The Real Origins of Halloween
By Oscar Virdee
Every October, we collectively decide that death is fun again. We carve smiling faces into vegetables, hang fake corpses in our gardens, and hand out miniature chocolate bars like an apology for existing. But beneath the sugar and synthetic cobwebs, Halloween has some very real ghosts, and not the kind that rattle chains.
The holiday didn’t begin in a pumpkin patch, but in a field of dying crops somewhere in Ireland about two thousand years ago. The Celts called it Samhain, pronounced “Sow in”, because vowels were apparently optional back then. Samhain marked the end of summer, the beginning of winter, and the time when the veil between the living and the dead was said to thin.
As America Magazine notes, “Most sources trace the pre-Christian roots of Halloween to the Celtic harvest festival known as Samhain … which was believed to be the time of year when supernatural spirits could be visible to and in touch with people on earth.”
The Celts believed that during this liminal period, spirits could cross over, mingle with humans, and if you were unlucky, ruin your crops or steal your cows. Bonfires were lit on hilltops, people wore animal skins and masks, and food was left outside as offerings — partly to honour the dead, partly to persuade them to go haunt someone else. It was less a celebration, and more a polite negotiation with the afterlife.
According to a historical overview from Boston University, “The practices of Halloween mostly come from Celtic paganism in the British Isles … the feast of Samhain, celebrated on the last day of October into the first of November.”
Then, the Romans arrived — because of course they did.
And what did the Romans ever do for us? Well, roads, aqueducts, central heating — and apparently, Halloween. They took the Celtic festival of Samhain and gave it a Roman makeover, blending it with Feralia, their day for honouring the dead, and Pomona, a feast for the goddess of fruit and orchards. That’s probably where apple bobbing comes from — the moment when death rituals met seasonal produce. One of Halloween’s oldest traditions is, technically, ancient Roman fruit foreplay.
Christianity, as it tended to, saw something pagan and decided to make it holy. Around the eighth century, Pope Gregory III moved All Saints’ Day to November 1, right on top of Samhain, in an attempt to rebrand the old festival. The night before — All Hallows’ Eve — slowly morphed into “Halloween.”
As Dr Marcel Brown explained to Vatican News (2019), “The word Halloween refers to the Feast of All Saints. … Even ghosts and goblins are supposed to be reminders of death and of the last things.”
By the Middle Ages, Halloween had evolved into a custom known as souling — people, often children or the poor, would go door to door offering prayers for the dead in exchange for food, usually soul cakes baked to help get relatives out of purgatory.
The Oxford Companion to the Year (1999) describes soul cakes as “small round cakes, often with a cross marked on top, which represented a soul being freed from purgatory.” If you think that sounds like the prototype for trick-or-treating, you’re right. It’s basically medieval Uber Eats for the dead.
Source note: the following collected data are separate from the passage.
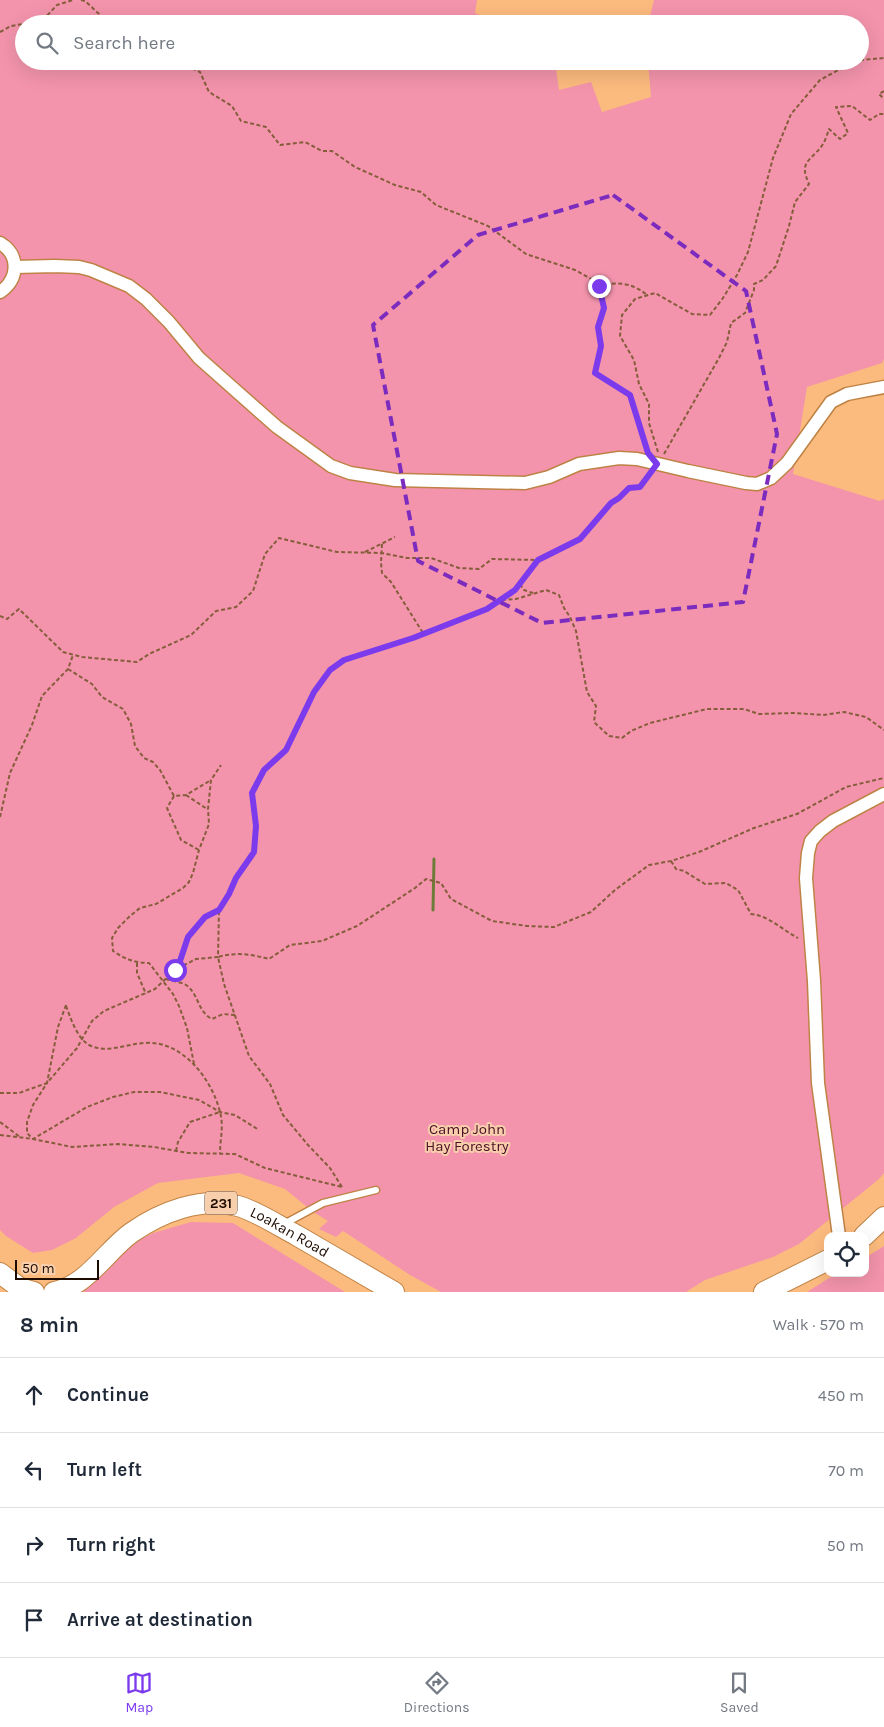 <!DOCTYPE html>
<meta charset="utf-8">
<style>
body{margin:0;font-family:Karla,sans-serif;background:#f6f6f7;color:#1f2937}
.controls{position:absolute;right:15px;bottom:15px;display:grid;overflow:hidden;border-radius:10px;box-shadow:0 5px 20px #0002}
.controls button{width:45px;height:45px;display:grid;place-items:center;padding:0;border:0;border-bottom:1px solid #e0e1e3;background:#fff;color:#1f2937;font:25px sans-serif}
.scale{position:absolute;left:15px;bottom:12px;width:84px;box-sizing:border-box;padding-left:5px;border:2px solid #1d0b00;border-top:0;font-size:14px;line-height:18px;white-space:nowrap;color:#1d0b00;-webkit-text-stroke:4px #f7cfac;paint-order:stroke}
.stop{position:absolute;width:15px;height:15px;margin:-11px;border:4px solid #7c3aed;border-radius:50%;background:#fff}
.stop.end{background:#7c3aed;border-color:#fff;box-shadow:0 1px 5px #0008}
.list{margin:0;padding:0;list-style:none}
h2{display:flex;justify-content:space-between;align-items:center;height:65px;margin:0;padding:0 20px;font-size:21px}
h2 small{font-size:16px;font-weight:400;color:#747a83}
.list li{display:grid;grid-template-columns:32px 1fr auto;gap:15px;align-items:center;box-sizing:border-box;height:75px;padding:0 20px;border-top:1px solid #e0e1e3}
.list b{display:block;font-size:19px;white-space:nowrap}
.list em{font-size:16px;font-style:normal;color:#747a83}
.icon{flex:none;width:28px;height:28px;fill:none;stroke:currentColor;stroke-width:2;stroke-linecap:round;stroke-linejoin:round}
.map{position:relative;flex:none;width:884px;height:1292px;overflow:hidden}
.search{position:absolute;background:#fff;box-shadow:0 5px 20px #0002;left:15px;right:15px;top:15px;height:55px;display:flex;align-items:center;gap:12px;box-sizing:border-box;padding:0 18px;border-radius:28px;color:#747a83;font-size:19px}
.sheet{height:365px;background:#fff}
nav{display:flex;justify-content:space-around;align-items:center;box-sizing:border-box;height:70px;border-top:1px solid #e0e1e3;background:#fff;font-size:14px;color:#747a83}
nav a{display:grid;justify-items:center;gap:2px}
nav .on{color:#7c3aed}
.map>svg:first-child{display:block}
.green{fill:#f394ac}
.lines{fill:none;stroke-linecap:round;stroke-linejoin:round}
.stream{stroke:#6e7c39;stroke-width:3}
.service-casing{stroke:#bf8245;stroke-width:9}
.minor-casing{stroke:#bf8245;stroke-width:15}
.primary-casing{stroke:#bf8245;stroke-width:22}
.path{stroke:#855d3b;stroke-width:2;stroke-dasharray:4 2.5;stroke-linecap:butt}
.service{stroke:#fff;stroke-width:6}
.minor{stroke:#fff;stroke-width:12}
.primary{stroke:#fff;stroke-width:20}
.route{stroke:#7c3aed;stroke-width:6}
.marked{fill:none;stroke:#7b2cbf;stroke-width:4;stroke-dasharray:10 6;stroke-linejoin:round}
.labels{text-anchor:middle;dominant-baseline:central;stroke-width:4;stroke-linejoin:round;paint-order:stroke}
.shield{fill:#f7cfac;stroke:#5e4634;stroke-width:1}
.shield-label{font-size:14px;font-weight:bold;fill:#1d0b00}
.park-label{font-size:15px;fill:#4b0e24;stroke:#f7cfac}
.street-label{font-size:15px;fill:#1d0b00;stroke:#f7cfac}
</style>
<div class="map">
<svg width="884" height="1292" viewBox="0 0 884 1292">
<rect width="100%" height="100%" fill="#fcbb7e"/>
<path class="green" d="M 0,0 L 477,0 L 475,13 L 500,24 L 24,24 L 24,61 L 555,61 L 559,90 L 591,82 L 602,112 L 651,97 L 648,61 L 860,61 L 860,24 L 648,24 L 654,0 L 884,0 L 884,359 L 882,363 L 807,387 L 793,474 L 880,501 L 884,499 L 884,1173 L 879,1179 L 799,1244 L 773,1257 L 705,1280 L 686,1292 L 441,1292 L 410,1275 L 343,1231 L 336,1237 L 319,1229 L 328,1221 L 312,1211 L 285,1189 L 239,1173 L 158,1183 L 114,1207 L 76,1238 L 52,1250 L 33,1253 L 6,1236 L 0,1230 Z
M 191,1222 L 233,1223 L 345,1292 L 83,1292 L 107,1271 L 129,1245 L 153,1233 Z
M 884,1246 L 884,1292 L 807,1292 L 837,1273 L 865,1273 L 865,1258 Z"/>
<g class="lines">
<path class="stream" d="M 433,910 L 434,859"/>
<g class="service-casing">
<path id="service" d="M 284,1224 L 323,1203 L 376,1190"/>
</g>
<g class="minor-casing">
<path id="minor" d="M 0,243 C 20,255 19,279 0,292
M 15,267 L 55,266 L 79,267 L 91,270 L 129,286 L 146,299 L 169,322 L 199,358 L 277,427 L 331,466 L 350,473 L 395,480 L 525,483 L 549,477 L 579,464 L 619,458 L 637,459 L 688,471 L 746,483 L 757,484 L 771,478 L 787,463 L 831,402 L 847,394 L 884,387
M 839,1236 L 818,1083 L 814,981 L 806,878 L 808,853 L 811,841 L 820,831 L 833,821 L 884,794"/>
</g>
<g class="primary-casing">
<g id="primary">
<path d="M 864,1236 L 884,1217"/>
<path d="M 0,1273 L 20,1288 L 34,1292"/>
<path id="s1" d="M 54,1292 C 87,1286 106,1251 131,1233 C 161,1212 202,1196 238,1206 C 256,1211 279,1226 296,1235 C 329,1254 361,1273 394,1292"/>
<path d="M 764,1292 L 828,1260"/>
</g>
</g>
<path class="path" d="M 81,0 L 85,1 L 110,24
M 24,24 L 42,21 L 57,5 L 73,0
M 0,32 L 11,26 L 23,24
M 860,60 L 884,58
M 174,61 L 200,72 L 209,92 L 232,106 L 241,121 L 266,127 L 280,145 L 305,142 L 322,151 L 332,151 L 355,167 L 395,185 L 421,192 L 436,205 L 488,226 L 526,254 L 575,270 L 595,281 L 599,286 L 604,308 L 598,327 L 601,346 L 595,373 L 630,395 L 648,450
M 884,91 L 879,94 L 884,99
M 599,286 C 617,281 633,283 647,295
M 658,452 L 649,423 L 649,404 L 639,384 L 634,360 L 620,336 L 622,315 L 635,299 L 655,293 L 692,314 L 710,315 L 723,298 L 737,275 L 748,252 L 773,158 L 791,114 L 820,80 L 855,61
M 664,454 L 719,358 L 727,342 L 731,323 L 745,313 L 754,290 L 754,284 L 763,280 L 776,266 L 789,226 L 795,202 L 809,184 C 799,162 809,162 821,147 C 825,142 827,135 829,129 L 840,139 L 848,133 L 836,107 L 852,106 L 870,120 L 879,114 L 884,114
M 382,544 L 381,563 L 382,573 L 391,582 L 423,633
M 365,552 L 395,537
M 520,584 L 524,590 L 533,593
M 502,600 L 516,599 L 546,590 L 559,595 L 564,608 L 570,617 L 576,631 L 587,692 L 596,706 L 594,722 L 609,736 L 622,738 L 631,731 L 650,723 L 707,709 L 744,709 L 759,714 L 795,713 L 823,715 L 844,712 L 866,717 L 884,730
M 0,616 L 7,619 L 19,609 L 63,652 L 82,657 L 137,662 L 149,654 L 191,635 L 216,611 L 236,607 L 253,591 L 265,554 L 279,538 L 337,552 L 382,553 L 407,558 L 431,558 L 459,568 L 479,569 L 492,559 L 538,560 L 580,539 L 611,503 L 619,498 L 629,488 L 640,487 L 650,474
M 68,669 L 92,684 L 102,697 L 123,709 L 131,724 L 135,746 L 144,758 L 153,762 L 160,770 L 174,796 L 186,795 L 211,780
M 186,795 L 207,809
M 174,796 L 167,808 L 181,840 L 199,850
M 0,817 L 10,773 L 32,725 L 42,696 L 68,669 L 73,655
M 671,861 L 676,869 L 684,871 L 705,884 L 726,883 L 738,890 L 751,914 C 770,916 782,930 798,938
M 137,963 L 137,973 L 146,994
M 175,970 L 180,961 L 188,937 L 205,917 L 219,910 L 229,894 L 236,877 L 254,852 L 255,826 L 252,793 L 264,770 L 286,750 L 314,692 L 330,670 L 344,660 L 413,638 L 487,609 L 515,590 L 538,560
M 166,979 C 172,981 181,982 186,985 C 199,994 197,1011 212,1019 L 223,1014 L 235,1015
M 66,1005 L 58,1027 L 47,1083 L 33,1105 L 27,1122 L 27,1133 L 33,1139 L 87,1107 L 113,1097 L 134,1092 L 160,1092 L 199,1100 L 220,1112 L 235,1115 L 259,1130
M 66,1006 C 71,1019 77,1038 89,1045 C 107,1054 125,1044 145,1043 C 182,1040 212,1079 220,1112 C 224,1126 220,1140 220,1153
M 194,1064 L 187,1028 L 179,1006 L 173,994 L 149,963 C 135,963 125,959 113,951 L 112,938 L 118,928 L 130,916 L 140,908 L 156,904 L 183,888 L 189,882 L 193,873 L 199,850 L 209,824 L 208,809 L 211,780 L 221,765
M 0,1093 L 19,1093 L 47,1083 L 77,1048 L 92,1021 L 104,1011 L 155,989 L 175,970 L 196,959 L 218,957 L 219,910
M 0,1122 L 20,1137
M 0,1135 L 33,1139 L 72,1147 L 118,1144 L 154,1147 L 188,1153 L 235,1154 L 265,1168 L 342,1187
M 176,1151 L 178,1142 L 190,1122 L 220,1112
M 342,1187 L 330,1168 L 308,1145 L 283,1115 L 270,1084 L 249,1056 L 224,984 L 218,957 C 236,952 251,954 269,959 L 290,945 L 322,941 L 357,926 L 415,888 L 426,879 L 441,883 L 451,899 L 492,921 L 527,926 L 554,927 L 591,912 L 615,890 L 649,865 L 671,861 L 699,852 L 754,828 L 797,814 L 846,787 L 884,778"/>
<use href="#service" class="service"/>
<use href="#minor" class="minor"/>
<use href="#primary" class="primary"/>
</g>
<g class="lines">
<path class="route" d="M 175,970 L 180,961 L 188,937 L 205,917 L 219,910 L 229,894 L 236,878 L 254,852 L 256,826 L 252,793 L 264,770 L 286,750 L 314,692 L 330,670 L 344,660 L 413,638 L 487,609 L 515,590 L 538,560 L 580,539 L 611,503 L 619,498 L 629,488 L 640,487 L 657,464 L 648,453 L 630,395 L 595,373 L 601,346 L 598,327 L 604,308 L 599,286"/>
</g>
<path class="marked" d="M 613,195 L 746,291 L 777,434 L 743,602 L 542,623 L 418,561 L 373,325 L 478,235 Z"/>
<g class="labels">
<rect class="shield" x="205" y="1191.5" width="32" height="23" rx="4"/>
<g class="shield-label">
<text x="221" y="1203">231</text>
</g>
<g class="park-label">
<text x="467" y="1129">Camp John<tspan x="467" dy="17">Hay Forestry</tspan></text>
</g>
<g class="street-label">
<text stroke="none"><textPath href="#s1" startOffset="270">Loakan Road</textPath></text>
</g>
</g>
</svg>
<div class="controls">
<button><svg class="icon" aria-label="locate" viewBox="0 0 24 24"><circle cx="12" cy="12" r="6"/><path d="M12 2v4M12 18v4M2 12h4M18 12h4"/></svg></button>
</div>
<div class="scale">50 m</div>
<div class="stop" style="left:175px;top:970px"></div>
<div class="stop end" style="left:599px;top:286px"></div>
<div class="search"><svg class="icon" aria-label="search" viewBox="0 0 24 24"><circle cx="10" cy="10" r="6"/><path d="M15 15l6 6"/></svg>Search here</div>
</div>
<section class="sheet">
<h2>8 min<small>Walk · 570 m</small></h2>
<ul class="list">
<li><svg class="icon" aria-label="ahead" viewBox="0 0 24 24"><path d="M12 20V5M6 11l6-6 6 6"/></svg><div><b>Continue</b></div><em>450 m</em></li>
<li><svg class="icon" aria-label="left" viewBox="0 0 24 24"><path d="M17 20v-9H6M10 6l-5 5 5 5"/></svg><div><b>Turn left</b></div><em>70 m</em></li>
<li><svg class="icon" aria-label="right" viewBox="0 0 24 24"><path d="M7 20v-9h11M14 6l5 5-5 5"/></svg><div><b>Turn right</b></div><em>50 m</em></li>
<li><svg class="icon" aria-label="arrive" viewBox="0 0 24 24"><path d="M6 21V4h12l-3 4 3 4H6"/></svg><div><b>Arrive at destination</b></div></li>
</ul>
</section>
<nav>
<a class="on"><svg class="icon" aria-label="map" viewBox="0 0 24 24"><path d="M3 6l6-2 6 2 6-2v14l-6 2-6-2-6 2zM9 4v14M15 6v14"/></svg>Map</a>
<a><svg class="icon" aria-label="directions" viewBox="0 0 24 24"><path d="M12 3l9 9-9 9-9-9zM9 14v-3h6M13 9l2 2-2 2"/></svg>Directions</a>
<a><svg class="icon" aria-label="saved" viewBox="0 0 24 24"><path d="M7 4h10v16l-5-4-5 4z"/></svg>Saved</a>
</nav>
The Irish brought the custom to America in the 19th century, where it mixed with harvest festivals, parades, and a growing appetite for pranks and parties. Pumpkins replaced turnips for lantern carving (because they were bigger and easier to hollow out), and Halloween shifted from religious observance to pop culture carnival.
By the 20th century, the ghosts had become decorative, and the demons wore polyester. The festival’s darker edges were sanded down into something marketable. Coca-Cola started printing pumpkins; Hollywood made slashers; candy companies cashed in.
And yet — the core of Halloween has survived. Behind the costumes and sugar rushes, it’s still about what it’s always been about: fear, change, and facing the unknown together.
Because every October, as the light fades and the air turns cold, we’re still trying to make peace with the dark.